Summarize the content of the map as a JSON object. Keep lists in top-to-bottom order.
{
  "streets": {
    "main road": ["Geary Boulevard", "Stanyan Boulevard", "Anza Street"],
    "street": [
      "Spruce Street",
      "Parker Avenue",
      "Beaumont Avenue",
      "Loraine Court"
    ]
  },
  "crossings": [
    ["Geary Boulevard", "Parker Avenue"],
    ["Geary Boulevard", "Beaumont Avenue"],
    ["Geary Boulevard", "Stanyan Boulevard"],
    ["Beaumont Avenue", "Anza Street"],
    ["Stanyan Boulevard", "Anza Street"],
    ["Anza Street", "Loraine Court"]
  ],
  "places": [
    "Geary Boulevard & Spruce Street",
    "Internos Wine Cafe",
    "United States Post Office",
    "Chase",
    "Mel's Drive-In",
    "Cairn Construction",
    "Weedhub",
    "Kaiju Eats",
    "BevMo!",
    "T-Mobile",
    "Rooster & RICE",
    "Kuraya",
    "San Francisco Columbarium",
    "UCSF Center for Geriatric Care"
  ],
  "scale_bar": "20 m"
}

§ **Prompt**
Each entry above needs to be retyped exactly.

§ **Result for this task**
Summarize the content of the map as a JSON object. Keep lists in top-to-bottom order.
{
  "streets": {
    "main road": ["Geary Boulevard", "Stanyan Boulevard", "Anza Street"],
    "street": [
      "Spruce Street",
      "Parker Avenue",
      "Beaumont Avenue",
      "Loraine Court"
    ]
  },
  "crossings": [
    ["Geary Boulevard", "Parker Avenue"],
    ["Geary Boulevard", "Beaumont Avenue"],
    ["Geary Boulevard", "Stanyan Boulevard"],
    ["Beaumont Avenue", "Anza Street"],
    ["Stanyan Boulevard", "Anza Street"],
    ["Anza Street", "Loraine Court"]
  ],
  "places": [
    "Geary Boulevard & Spruce Street",
    "Internos Wine Cafe",
    "United States Post Office",
    "Chase",
    "Mel's Drive-In",
    "Cairn Construction",
    "Weedhub",
    "Kaiju Eats",
    "BevMo!",
    "T-Mobile",
    "Rooster & RICE",
    "Kuraya",
    "San Francisco Columbarium",
    "UCSF Center for Geriatric Care"
  ],
  "scale_bar": "20 m"
}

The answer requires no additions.